TASK TO CARRY OUT = In the data that follows, find each line containing "margin" and copy it.

Records drawn from a dataset:
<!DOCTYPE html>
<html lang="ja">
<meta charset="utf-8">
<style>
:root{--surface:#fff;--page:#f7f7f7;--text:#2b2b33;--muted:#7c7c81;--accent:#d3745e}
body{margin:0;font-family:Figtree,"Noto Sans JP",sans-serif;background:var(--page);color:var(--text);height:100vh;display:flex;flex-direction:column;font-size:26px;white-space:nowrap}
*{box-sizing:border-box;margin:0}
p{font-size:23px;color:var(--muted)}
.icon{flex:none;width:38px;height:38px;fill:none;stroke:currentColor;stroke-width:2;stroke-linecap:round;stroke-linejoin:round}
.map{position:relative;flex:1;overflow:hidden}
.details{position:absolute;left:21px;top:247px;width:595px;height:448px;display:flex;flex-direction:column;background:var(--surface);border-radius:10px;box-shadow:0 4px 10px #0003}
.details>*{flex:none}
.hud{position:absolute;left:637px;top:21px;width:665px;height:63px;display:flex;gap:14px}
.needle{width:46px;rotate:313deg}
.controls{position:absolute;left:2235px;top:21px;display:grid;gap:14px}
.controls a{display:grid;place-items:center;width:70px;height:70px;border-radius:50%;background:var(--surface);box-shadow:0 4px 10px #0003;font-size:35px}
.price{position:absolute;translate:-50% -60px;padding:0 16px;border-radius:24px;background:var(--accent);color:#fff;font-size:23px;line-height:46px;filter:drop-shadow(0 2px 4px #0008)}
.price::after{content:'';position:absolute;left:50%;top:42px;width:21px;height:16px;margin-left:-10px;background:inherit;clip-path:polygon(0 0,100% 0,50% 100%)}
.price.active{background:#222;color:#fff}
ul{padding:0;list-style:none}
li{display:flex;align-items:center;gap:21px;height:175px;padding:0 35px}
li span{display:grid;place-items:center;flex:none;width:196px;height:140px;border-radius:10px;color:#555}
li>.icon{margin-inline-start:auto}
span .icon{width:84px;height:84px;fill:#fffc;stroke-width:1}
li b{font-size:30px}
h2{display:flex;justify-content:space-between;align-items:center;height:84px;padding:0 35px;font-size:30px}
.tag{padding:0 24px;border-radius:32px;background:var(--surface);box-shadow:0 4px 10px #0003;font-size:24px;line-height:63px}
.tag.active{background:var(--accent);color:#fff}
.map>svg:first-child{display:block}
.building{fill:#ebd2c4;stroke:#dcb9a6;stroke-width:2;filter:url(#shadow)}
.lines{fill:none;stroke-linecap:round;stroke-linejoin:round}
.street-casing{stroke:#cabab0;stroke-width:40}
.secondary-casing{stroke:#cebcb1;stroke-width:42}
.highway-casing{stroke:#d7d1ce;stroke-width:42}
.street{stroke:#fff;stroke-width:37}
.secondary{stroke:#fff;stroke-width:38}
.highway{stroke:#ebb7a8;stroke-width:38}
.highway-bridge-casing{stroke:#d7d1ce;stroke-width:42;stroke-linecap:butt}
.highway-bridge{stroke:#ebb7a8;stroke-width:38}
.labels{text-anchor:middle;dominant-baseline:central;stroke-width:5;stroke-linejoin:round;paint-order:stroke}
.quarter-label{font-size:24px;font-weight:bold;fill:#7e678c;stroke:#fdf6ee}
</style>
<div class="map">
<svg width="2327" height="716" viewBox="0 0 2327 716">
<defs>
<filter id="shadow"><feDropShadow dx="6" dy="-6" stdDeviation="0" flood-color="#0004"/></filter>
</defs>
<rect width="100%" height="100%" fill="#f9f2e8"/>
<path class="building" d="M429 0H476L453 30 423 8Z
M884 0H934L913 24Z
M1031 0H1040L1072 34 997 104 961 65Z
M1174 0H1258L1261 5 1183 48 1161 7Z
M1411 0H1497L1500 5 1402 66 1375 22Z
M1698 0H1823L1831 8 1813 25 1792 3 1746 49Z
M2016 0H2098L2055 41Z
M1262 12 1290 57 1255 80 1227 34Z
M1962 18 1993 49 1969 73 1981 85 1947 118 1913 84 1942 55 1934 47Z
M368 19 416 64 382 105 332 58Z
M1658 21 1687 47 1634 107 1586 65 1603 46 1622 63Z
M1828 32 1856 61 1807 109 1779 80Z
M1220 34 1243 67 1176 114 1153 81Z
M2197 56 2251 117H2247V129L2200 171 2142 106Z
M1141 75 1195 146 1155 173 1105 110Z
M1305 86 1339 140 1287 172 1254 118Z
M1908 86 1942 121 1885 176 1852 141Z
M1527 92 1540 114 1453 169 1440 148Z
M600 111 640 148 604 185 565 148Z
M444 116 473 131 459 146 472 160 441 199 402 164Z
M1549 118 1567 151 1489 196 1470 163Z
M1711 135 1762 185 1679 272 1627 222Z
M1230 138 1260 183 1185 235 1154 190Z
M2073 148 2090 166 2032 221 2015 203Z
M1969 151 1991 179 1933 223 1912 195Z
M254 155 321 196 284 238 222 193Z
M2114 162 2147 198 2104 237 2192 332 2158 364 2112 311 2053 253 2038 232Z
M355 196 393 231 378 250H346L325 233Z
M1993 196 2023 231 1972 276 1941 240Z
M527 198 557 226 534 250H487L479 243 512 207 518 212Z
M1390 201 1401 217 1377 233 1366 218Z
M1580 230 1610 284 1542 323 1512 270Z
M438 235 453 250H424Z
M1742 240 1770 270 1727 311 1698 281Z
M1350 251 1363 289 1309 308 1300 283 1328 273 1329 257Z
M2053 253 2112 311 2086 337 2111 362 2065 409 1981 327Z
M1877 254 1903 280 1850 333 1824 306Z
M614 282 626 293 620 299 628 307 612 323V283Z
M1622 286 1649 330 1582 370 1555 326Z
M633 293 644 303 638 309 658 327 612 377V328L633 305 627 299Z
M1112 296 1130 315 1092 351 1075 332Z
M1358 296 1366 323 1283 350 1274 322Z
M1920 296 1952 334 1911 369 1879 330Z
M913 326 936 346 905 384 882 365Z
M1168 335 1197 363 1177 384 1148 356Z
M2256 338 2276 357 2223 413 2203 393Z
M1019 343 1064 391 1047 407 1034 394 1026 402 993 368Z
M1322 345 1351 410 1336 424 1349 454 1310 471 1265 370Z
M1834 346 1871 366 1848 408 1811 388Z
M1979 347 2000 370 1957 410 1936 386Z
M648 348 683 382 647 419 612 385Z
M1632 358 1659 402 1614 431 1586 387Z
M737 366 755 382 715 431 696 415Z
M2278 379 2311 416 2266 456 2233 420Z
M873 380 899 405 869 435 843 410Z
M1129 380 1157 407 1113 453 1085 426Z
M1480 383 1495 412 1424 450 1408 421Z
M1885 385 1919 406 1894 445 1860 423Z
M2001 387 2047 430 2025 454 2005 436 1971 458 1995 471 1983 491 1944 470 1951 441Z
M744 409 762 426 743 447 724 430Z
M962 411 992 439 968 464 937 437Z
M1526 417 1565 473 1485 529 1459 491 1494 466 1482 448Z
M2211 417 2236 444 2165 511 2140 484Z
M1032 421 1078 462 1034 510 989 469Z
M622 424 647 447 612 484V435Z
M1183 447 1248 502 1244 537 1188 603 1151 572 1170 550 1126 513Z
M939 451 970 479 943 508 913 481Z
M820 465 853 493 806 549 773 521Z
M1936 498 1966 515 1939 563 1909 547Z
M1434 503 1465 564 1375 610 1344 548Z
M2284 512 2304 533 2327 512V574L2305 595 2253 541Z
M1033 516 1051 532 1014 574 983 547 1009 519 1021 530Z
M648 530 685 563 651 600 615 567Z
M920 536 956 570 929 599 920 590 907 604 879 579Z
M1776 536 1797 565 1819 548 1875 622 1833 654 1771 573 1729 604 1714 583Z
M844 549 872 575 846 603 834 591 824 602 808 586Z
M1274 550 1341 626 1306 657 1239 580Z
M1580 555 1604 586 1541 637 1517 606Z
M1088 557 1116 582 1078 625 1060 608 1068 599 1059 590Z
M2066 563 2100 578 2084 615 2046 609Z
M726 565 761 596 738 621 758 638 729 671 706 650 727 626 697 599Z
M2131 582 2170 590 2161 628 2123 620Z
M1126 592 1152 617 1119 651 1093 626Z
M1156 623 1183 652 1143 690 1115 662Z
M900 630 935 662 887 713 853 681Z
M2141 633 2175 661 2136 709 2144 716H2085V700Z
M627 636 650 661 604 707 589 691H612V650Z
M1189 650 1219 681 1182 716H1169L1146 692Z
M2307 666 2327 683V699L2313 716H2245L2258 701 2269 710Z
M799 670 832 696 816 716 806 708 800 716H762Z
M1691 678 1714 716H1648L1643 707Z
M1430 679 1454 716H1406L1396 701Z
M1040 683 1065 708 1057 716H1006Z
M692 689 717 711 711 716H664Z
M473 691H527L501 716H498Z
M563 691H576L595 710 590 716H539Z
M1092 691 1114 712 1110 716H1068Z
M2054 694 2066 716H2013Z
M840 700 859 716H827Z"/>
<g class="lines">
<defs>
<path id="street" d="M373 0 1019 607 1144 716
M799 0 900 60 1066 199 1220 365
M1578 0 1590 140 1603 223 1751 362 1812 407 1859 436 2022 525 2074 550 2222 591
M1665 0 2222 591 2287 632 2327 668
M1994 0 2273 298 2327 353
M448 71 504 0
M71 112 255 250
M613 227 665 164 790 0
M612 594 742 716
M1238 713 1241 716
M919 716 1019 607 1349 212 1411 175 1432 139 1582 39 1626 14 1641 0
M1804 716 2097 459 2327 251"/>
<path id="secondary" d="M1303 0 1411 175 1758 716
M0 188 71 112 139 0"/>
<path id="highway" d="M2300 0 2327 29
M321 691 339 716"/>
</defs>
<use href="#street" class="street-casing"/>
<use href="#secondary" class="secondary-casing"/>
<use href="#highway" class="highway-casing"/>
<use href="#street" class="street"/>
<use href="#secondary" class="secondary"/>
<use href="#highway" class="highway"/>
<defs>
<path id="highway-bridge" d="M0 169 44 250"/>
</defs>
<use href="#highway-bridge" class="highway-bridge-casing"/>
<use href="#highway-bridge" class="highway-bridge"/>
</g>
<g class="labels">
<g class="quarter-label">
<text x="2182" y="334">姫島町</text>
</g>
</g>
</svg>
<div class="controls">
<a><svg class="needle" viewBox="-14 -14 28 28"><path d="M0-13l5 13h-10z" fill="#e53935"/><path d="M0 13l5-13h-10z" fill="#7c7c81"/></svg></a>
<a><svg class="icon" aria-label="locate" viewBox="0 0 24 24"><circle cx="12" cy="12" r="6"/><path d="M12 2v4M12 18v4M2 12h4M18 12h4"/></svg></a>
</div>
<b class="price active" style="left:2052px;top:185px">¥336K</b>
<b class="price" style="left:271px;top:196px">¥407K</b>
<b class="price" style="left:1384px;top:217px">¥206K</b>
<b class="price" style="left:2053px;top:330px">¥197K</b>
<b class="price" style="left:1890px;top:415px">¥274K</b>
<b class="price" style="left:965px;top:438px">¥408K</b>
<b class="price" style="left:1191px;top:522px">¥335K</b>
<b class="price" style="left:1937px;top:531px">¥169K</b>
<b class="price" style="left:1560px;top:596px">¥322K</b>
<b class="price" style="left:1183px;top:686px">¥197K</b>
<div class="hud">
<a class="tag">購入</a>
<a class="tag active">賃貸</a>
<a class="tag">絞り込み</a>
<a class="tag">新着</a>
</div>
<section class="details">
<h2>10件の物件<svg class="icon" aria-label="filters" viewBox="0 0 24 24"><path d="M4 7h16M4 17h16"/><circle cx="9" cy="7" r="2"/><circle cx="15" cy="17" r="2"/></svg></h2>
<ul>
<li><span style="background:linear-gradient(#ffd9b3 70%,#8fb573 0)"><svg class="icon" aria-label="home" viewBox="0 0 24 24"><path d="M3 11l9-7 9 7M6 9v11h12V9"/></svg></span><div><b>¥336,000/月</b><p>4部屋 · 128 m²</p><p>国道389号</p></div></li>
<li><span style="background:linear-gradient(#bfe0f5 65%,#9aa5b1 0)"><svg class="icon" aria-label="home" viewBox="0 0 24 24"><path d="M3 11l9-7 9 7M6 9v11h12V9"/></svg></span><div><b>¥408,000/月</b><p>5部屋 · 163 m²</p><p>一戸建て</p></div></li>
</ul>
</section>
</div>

RESPONSE =
body{margin:0;font-family:Figtree,"Noto Sans JP",sans-serif;background:var(--page);color:var(--text);height:100vh;display:flex;flex-direction:column;font-size:26px;white-space:nowrap}
*{box-sizing:border-box;margin:0}
.price::after{content:'';position:absolute;left:50%;top:42px;width:21px;height:16px;margin-left:-10px;background:inherit;clip-path:polygon(0 0,100% 0,50% 100%)}
li>.icon{margin-inline-start:auto}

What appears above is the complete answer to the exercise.